*** Opening MATERIAL TO PROCESS ***

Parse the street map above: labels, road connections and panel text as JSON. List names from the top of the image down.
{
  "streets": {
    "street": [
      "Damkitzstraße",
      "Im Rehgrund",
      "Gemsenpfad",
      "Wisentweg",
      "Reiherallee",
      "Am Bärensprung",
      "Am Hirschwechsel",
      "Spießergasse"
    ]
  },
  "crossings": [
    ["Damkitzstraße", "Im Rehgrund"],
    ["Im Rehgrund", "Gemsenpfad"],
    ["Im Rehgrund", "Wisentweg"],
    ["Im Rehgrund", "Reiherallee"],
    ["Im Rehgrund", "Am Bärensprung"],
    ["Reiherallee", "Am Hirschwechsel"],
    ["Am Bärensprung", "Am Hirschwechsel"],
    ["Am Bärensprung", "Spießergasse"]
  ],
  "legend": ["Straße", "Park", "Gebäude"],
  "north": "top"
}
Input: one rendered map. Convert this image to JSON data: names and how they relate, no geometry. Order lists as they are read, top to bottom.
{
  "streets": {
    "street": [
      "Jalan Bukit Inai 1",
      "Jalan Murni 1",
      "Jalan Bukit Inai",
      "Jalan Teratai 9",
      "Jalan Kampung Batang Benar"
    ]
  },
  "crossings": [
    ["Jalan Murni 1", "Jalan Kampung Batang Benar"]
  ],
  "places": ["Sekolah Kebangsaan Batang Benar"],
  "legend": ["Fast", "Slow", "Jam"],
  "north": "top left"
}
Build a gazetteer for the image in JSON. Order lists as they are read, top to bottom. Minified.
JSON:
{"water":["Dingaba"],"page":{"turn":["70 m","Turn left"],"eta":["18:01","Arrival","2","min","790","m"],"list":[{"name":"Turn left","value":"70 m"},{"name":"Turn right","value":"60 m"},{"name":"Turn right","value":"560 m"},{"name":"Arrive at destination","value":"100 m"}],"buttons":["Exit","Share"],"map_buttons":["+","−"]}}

*** Closing MATERIAL TO PROCESS ***

Give exactly the lines from the one with "Build a gazetteer" to the end of the entries, nothing before them.

Build a gazetteer for the image in JSON. Order lists as they are read, top to bottom. Minified.
JSON:
{"water":["Dingaba"],"page":{"turn":["70 m","Turn left"],"eta":["18:01","Arrival","2","min","790","m"],"list":[{"name":"Turn left","value":"70 m"},{"name":"Turn right","value":"60 m"},{"name":"Turn right","value":"560 m"},{"name":"Arrive at destination","value":"100 m"}],"buttons":["Exit","Share"],"map_buttons":["+","−"]}}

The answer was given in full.